FIGURE 1 illustrates a system 100, including an editable video generation module 102, according to various embodiments of the present disclosure. The editable video generation module 102 can be configured to generate an editable free-viewport video based on a plurality of videos. Unlike a traditional video in which objects depicted in a scene of the video have fixed perspectives, a free-viewport video can include visual effects. For example, a visual effect can comprise freezing a video frame depicting an object in a scene from a first perspective and then rotating the scene to a second perspective so that the object is viewed from a different viewpoint. An editable free-viewport video can provide editing capability to a free-viewport video. For example, continuing from the example above, in addition, to changing the perspective of the object, a size of the object can be changed to make the object larger or smaller. In some cases, the object can be removed altogether. As shown in FIGURE 1, the editable video generation module 102 can include a scene sensing module 104, a neural radiance field (NeRF) generating module 106, a neural rendering module 108, and a neural editing module 110. Each of these modules will be discussed in further detail below.

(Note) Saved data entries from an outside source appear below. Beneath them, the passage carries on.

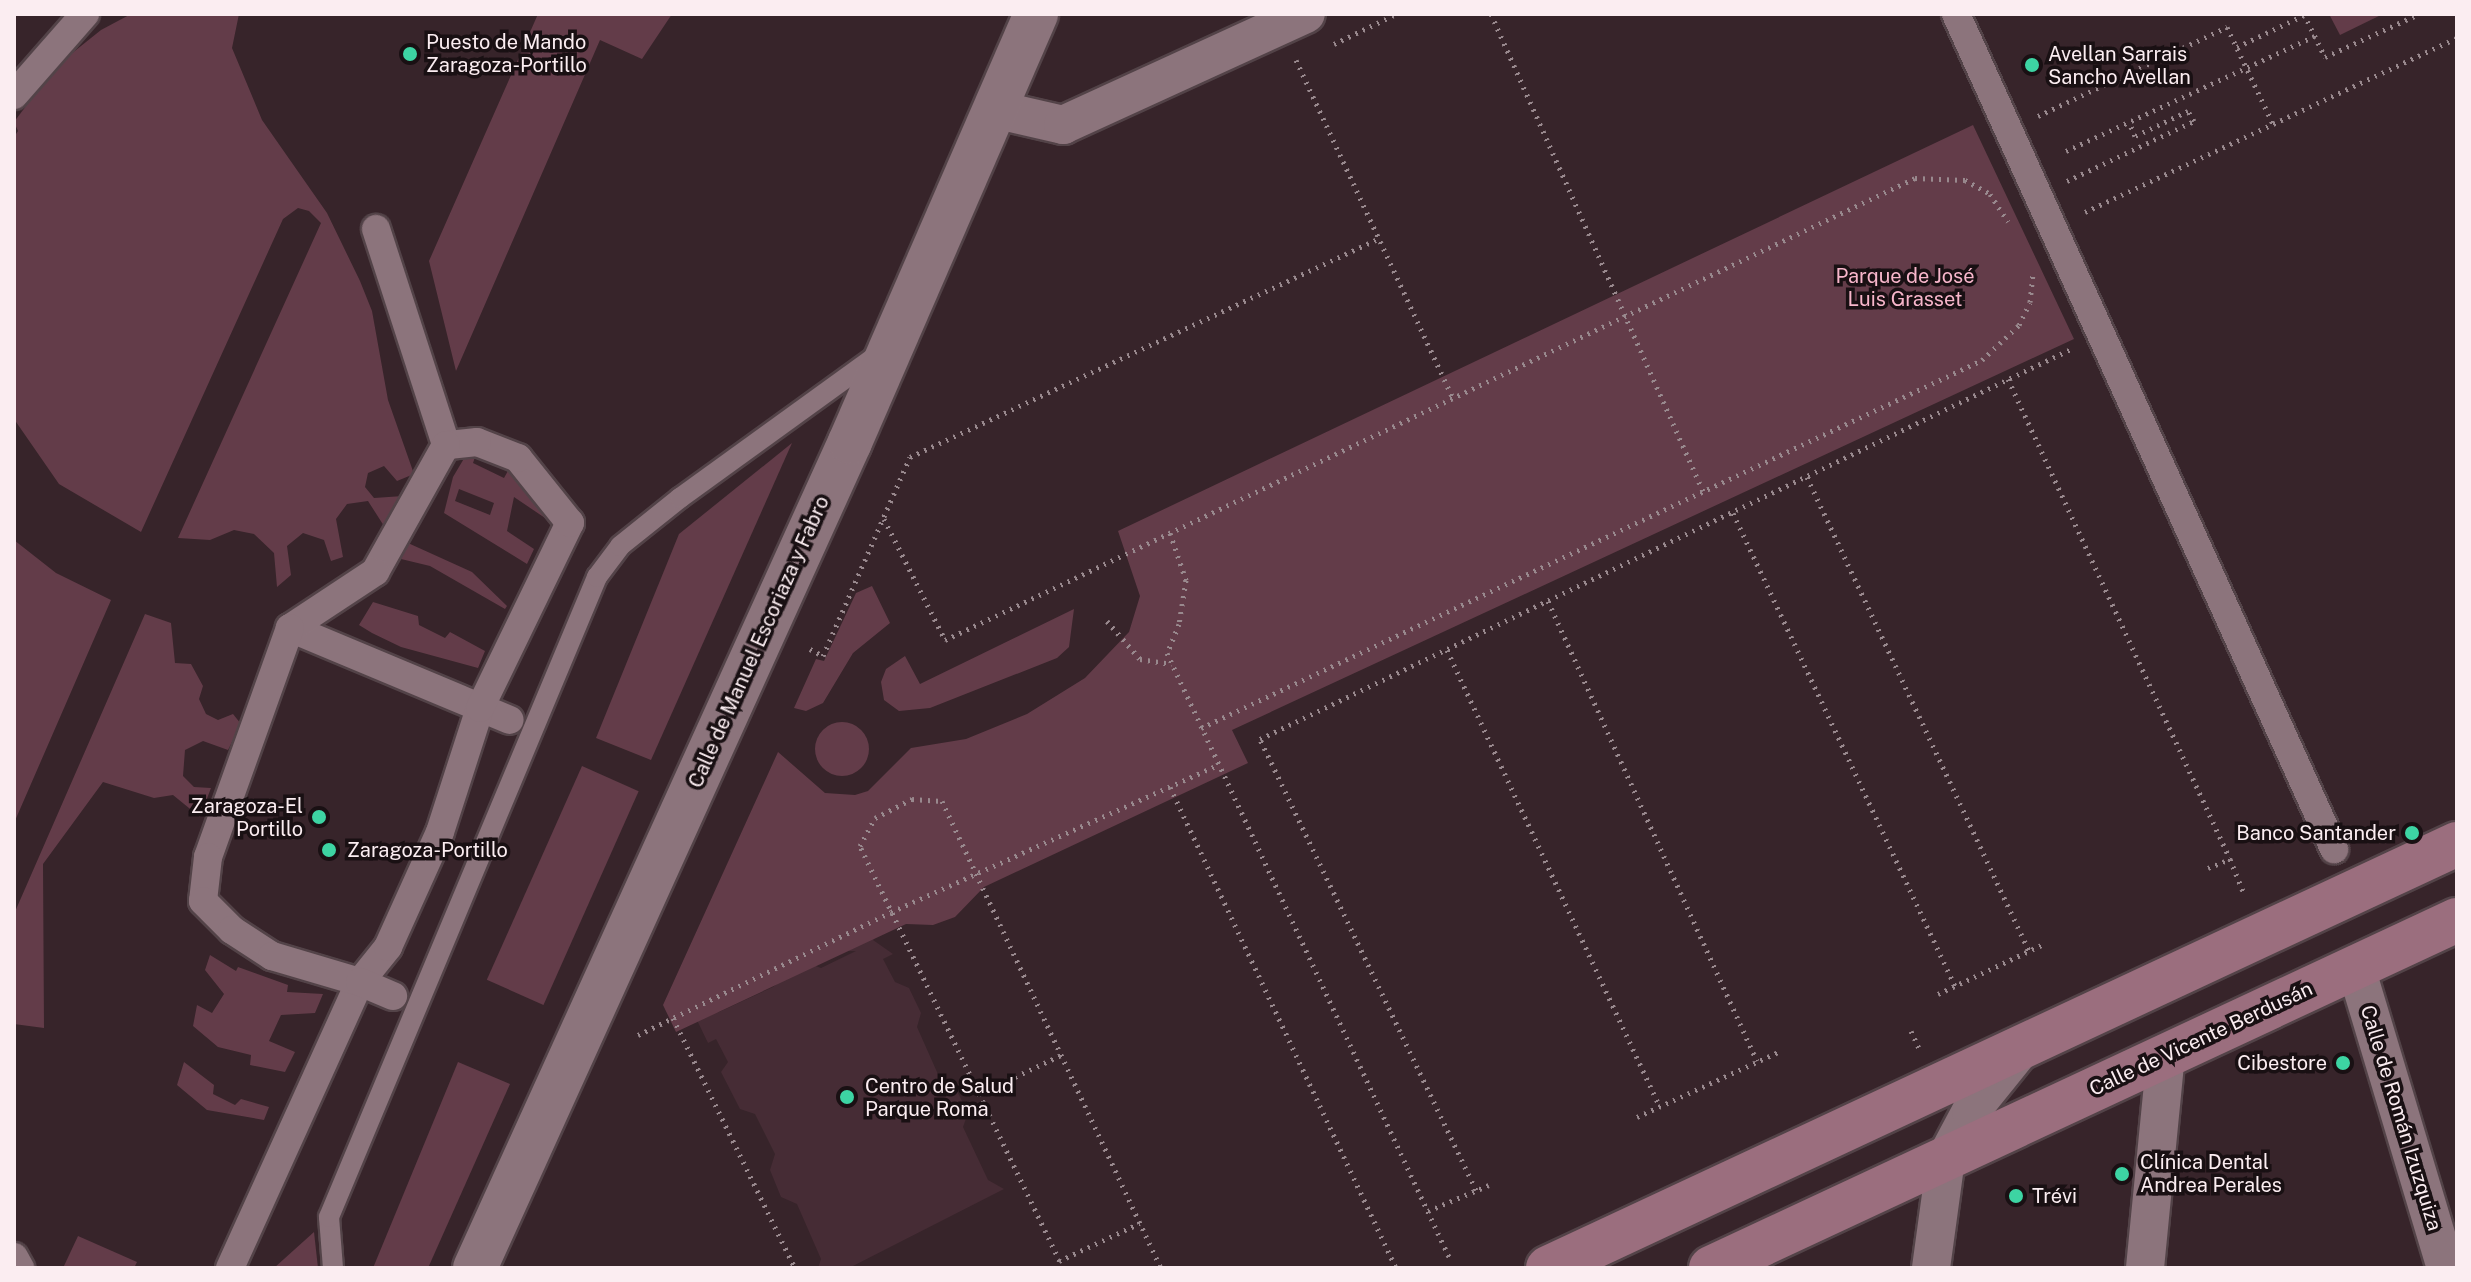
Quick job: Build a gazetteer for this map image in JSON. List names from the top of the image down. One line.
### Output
{"streets":{"main road":["Calle de Vicente Berdusán"],"street":["Calle de Manuel Escoriaza y Fabro","Calle de Román Izuzquiza"]},"crossings":[["Calle de Vicente Berdusán","Calle de Román Izuzquiza"]],"parks":["Parque de José Luis Grasset"],"places":["Puesto de Mando Zaragoza-Portillo","Avellan Sarrais Sancho Avellan","Zaragoza-El Portillo","Banco Santander","Zaragoza-Portillo","Cibestore","Centro de Salud Parque Roma","Clínica Dental Andrea Perales","Trévi"]}
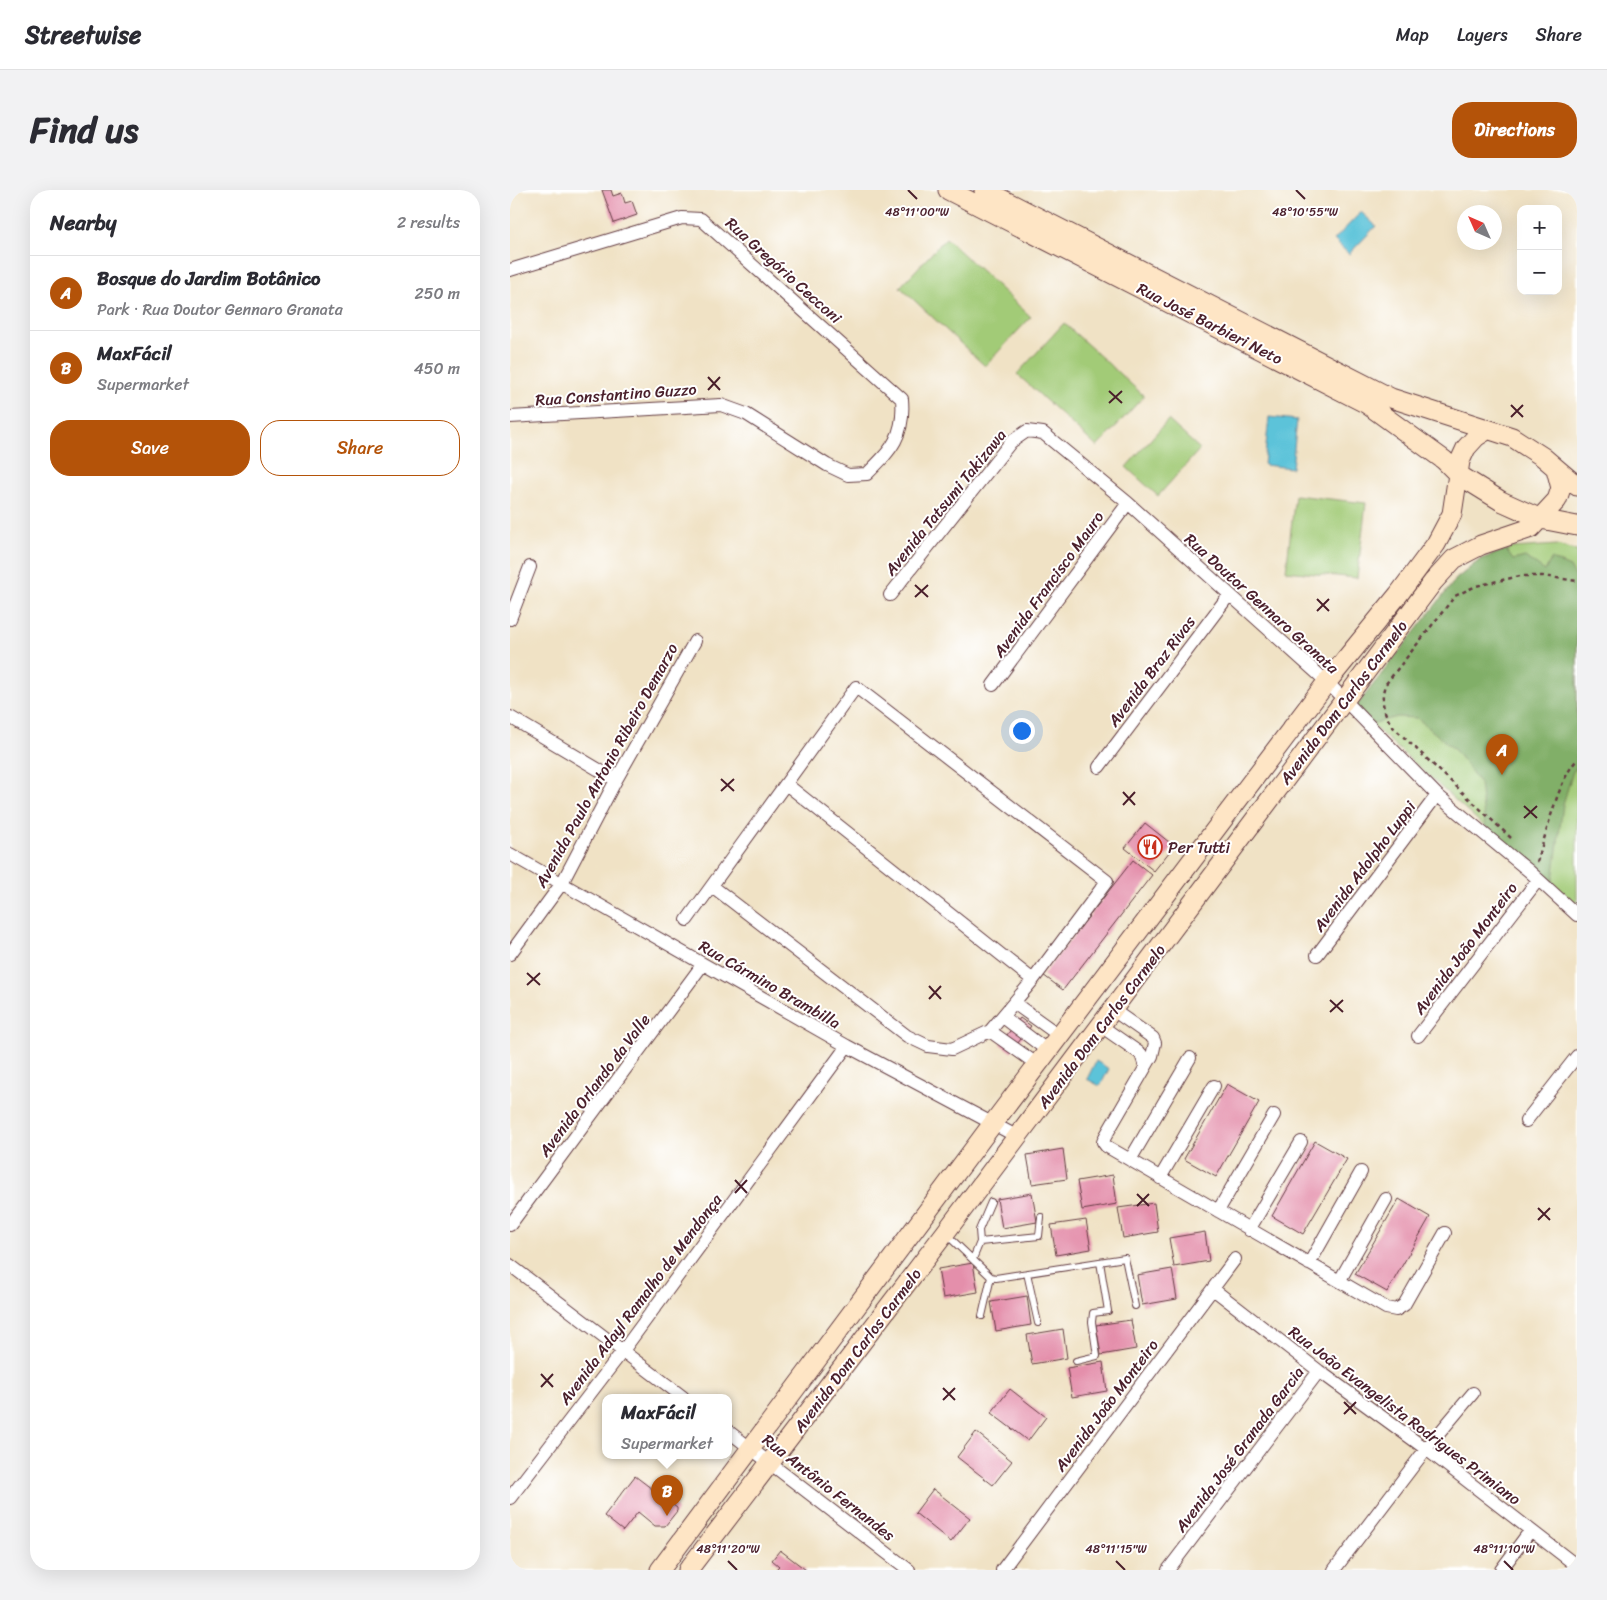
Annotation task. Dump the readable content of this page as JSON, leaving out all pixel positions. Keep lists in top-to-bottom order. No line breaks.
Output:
{"streets":{"street":["Rua Gregório Cecconi","Rua José Barbieri Neto","Rua Constantino Guzzo","Avenida Tatsumi Takizawa","Avenida Francisco Mauro","Rua Doutor Gennaro Granata","Avenida Braz Rivas","Avenida Dom Carlos Carmelo","Avenida Paulo Antonio Ribeiro Demarzo","Avenida Adolpho Luppi","Avenida João Monteiro","Rua Cármino Brambilla","Avenida Orlando da Valle","Avenida Adayl Ramalho de Mendonça","Rua João Evangelista Rodrigues Primiano","Avenida José Granada Garcia","Rua Antônio Fernandes"]},"crossings":[["Rua Gregório Cecconi","Rua Constantino Guzzo"],["Rua José Barbieri Neto","Avenida Dom Carlos Carmelo"],["Avenida Tatsumi Takizawa","Rua Doutor Gennaro Granata"],["Avenida Francisco Mauro","Rua Doutor Gennaro Granata"],["Rua Doutor Gennaro Granata","Avenida Braz Rivas"],["Rua Doutor Gennaro Granata","Avenida Dom Carlos Carmelo"],["Rua Doutor Gennaro Granata","Avenida Adolpho Luppi"],["Rua Doutor Gennaro Granata","Avenida João Monteiro"],["Avenida Dom Carlos Carmelo","Rua Cármino Brambilla"],["Avenida Dom Carlos Carmelo","Rua Antônio Fernandes"],["Avenida Paulo Antonio Ribeiro Demarzo","Rua Cármino Brambilla"],["Avenida João Monteiro","Rua João Evangelista Rodrigues Primiano"],["Rua Cármino Brambilla","Avenida Orlando da Valle"],["Rua Cármino Brambilla","Avenida Adayl Ramalho de Mendonça"],["Rua João Evangelista Rodrigues Primiano","Avenida José Granada Garcia"]],"places":{"restaurant":["Per Tutti"]},"north":"top left","page":{"header":"Streetwise","nav":["Map","Layers","Share"],"title":"Find us","buttons":["Directions",["Save","Share"]],"heading":["Nearby","2 results"],"map_buttons":["+","−"],"list":[{"mark":"A","name":"Bosque do Jardim Botânico","note":"Park · Rua Doutor Gennaro Granata","value":"250 m"},{"mark":"B","name":"MaxFácil","note":"Supermarket","value":"450 m"}],"pins":["A","B"],"popup":["MaxFácil","Supermarket"]},"coordinates":["48°11'00\"W","48°10'55\"W","48°11'20\"W","48°11'15\"W","48°11'10\"W"]}
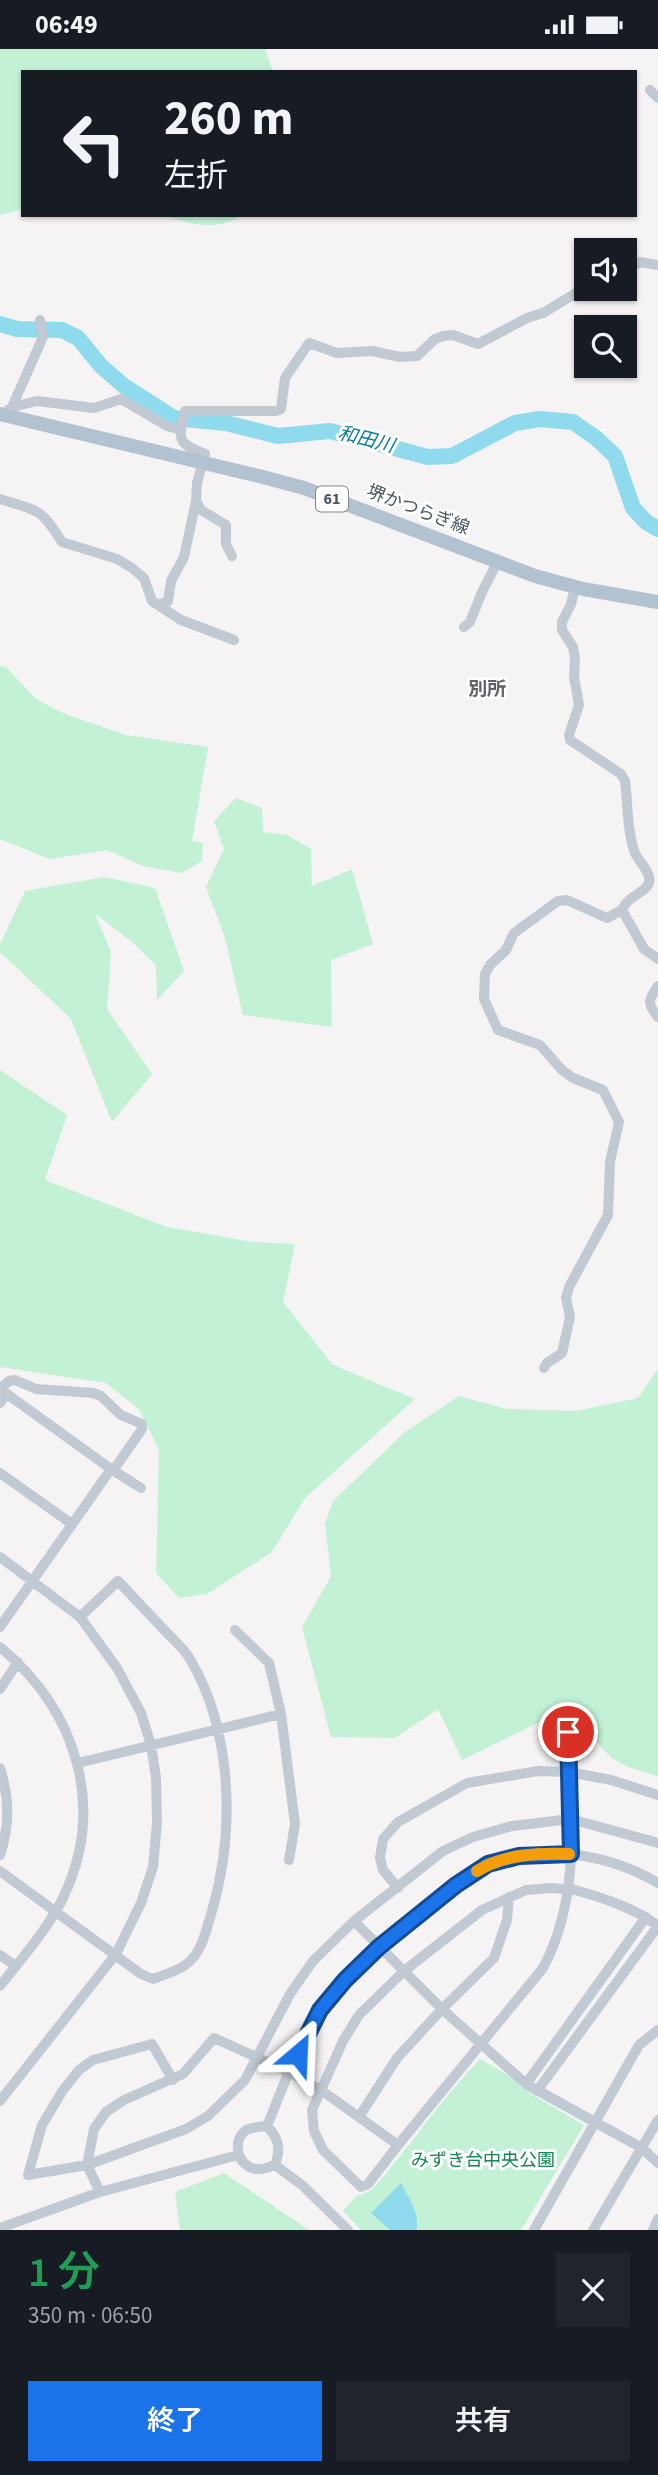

The scene sensing module 104 can be configured to receive one or more videos depicting objects in a scene. The one or more videos can be used to train a machine learning model to generate an editable free-viewport video with novel views. In some embodiments, the one or more videos can be captured using 16 cameras (e.g., RGB cameras) arranged semicircularly to provide a 180 degree of field view. Once received, the scene sensing module 104 can generate label maps for each of the objects depicted in the scene. The label maps, in some embodiments, can be coarse space-time four-dimensional (4D) label maps comprising spatial coordinates joined with a direction. The spatial coordinates can be represented in Cartesian coordinates and the direction can be indicated by d (i.e., (x, y, z, d) ) . In some embodiments, the scene sensing module 104 can utilize a multi-view stereo (MVS) technique to generate point clouds (i.e., coarse dynamic point clouds) for frames (i.e., video or image frames) associated with the scene. The scene sensing module 104 can construct a depth map for each of the frames. Based on the depth map, a two-dimensional (2D) bounding-box can be generated for each of the objects depicted in the scene. In some embodiments, the scene sensing module 104 can predict a mask of each of the objects depicted in each video frame. Based on the mask, average depth values for each of the objects can be calculated based on the depth map. A refined  mask can be obtained by the scene sensing module 104 based on the average depth values and the label maps of the objects can be composited (e.g., overlayed) onto the refined mask.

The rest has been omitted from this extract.